15 guests with different names sit down at a circular table, not realizing that there is a name card at each place. Everyone is in the wrong place. Show that the table can be rotated so that at least two guests match their name cards. Give an example of an arrangement where just one guest is correct, but rotating the table does not improve the situation.

Solution

Pigeon-hole principle. There are 15 possible positions for the table. Everyone must be correct in one position. No one is correct in the initial position, so 15 people are correct in 14 positions, so at least two people must be correct in the same position.

Consider the arrangement:

card     1   2   3   4   5   6   7   8   9  10  11  12  13  14  15

person   1   9   2  10   3  11   4  12   5  13   6  14   7  15   8

A rotation of 1 brings 2 into line, a rotation of 3 brings 2 into line and so on. So no rotation lines up two or more guests. 

Problem 7

Is sin(x²) periodic?

Solution

No.
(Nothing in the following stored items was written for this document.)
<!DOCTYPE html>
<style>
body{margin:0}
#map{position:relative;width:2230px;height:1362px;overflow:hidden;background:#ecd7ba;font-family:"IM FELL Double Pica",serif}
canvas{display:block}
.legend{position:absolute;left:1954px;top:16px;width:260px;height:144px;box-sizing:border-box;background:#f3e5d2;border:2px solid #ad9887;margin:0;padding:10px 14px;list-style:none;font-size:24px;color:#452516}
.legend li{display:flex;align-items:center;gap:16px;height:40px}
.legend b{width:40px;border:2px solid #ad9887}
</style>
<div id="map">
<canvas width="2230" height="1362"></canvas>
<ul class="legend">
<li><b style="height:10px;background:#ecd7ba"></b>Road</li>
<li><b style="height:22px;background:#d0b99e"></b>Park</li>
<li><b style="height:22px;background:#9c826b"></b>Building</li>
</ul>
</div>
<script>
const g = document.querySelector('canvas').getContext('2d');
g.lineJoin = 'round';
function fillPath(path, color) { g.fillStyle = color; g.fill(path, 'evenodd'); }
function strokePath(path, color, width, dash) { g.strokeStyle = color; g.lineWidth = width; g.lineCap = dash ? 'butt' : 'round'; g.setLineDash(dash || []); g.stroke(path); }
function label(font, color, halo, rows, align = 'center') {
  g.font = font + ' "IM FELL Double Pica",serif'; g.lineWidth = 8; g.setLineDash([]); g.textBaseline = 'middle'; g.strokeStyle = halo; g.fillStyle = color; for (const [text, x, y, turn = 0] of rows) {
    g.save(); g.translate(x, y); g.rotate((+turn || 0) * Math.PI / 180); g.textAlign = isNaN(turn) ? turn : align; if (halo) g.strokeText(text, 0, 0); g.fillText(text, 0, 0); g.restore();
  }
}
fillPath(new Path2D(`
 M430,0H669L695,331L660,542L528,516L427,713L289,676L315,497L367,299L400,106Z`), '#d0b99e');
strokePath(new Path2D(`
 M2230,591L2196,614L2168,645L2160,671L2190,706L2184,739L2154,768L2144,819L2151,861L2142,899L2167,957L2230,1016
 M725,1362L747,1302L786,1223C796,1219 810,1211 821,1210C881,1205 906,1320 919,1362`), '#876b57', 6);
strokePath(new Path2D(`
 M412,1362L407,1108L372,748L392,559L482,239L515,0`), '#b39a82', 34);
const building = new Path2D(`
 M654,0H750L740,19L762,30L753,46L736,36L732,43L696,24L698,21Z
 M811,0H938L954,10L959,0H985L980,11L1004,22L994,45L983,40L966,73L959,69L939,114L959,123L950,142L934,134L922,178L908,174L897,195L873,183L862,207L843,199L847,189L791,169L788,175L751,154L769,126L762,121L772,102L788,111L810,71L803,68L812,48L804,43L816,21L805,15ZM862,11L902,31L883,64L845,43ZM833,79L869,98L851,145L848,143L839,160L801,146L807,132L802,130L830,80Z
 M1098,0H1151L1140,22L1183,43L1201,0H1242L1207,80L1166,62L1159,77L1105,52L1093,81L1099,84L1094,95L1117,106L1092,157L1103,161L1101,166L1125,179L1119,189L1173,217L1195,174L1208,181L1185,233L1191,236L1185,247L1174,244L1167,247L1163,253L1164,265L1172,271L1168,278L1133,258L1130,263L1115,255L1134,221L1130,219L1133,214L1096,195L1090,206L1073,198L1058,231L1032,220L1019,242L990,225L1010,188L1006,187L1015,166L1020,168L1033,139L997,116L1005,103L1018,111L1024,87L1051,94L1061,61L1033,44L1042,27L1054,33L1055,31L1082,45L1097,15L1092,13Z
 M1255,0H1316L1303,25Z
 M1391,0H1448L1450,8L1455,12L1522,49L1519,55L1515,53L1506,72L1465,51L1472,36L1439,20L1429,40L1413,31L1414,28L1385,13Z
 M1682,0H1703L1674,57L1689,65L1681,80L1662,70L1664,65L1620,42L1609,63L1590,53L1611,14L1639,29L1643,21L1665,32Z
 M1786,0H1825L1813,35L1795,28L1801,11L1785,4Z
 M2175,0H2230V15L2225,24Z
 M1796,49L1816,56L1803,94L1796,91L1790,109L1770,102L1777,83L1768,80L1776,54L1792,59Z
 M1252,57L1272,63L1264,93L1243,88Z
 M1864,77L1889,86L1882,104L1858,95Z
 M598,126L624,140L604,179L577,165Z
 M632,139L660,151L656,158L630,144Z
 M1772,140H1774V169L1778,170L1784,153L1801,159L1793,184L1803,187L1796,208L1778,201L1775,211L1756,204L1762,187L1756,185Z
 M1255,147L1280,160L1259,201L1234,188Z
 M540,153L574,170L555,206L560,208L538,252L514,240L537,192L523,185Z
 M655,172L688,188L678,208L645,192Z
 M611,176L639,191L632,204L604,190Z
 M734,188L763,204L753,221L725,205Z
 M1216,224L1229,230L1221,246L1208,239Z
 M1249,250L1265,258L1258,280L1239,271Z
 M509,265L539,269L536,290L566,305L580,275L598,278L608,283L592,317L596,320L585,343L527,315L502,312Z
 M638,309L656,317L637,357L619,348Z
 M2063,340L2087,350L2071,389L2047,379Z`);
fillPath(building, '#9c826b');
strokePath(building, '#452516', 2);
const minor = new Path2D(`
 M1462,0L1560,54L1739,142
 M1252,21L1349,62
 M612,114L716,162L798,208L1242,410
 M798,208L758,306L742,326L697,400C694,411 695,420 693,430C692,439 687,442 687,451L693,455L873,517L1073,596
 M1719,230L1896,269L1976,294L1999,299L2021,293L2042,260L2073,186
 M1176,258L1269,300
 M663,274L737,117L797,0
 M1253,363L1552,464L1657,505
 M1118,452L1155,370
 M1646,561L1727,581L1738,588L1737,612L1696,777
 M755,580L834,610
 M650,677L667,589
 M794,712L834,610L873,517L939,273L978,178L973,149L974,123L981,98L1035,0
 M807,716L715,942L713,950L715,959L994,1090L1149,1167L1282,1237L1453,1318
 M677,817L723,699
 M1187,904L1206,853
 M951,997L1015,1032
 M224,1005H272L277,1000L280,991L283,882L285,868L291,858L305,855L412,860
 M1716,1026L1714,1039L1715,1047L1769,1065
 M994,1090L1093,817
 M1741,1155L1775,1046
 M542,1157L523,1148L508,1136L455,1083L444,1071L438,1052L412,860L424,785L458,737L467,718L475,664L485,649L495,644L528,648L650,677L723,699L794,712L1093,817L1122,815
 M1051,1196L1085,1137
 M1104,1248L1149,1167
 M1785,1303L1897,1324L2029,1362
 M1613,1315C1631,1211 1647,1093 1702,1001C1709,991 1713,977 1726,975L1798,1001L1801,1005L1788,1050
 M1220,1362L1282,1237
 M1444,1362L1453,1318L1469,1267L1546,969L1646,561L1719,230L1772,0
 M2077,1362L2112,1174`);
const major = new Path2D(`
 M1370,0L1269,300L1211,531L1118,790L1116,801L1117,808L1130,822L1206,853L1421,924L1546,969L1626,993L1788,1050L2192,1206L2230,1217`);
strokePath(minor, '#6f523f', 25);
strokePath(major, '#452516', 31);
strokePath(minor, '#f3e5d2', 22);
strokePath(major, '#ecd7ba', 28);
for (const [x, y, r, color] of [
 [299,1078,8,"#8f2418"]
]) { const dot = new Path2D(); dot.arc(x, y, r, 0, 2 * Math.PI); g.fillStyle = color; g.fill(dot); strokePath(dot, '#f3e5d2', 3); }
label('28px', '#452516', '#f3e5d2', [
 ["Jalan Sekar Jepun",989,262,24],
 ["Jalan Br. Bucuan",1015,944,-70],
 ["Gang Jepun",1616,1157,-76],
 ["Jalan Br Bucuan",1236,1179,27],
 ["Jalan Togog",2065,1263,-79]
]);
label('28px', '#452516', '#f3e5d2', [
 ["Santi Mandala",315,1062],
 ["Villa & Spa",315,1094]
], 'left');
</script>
The zeros are √(nπ), but these do not form an arithmetic progression. 

Problem 8

Find all real polynomials p(x) such that p(p(x) ) = p(x)ⁿ for some positive integer n.

Solution

Let p(x) have highest term a x^m. Then the highest term in p(p(x) ) is a^m+1x^M, where M = m², and the highest term in p(x)ⁿ is aⁿx^mn. Hence m = n and a = 1. But that means p(p(x) ) = p(x)ⁿ + the other terms, so the other terms must all be zero. Hence p(x) = xⁿ.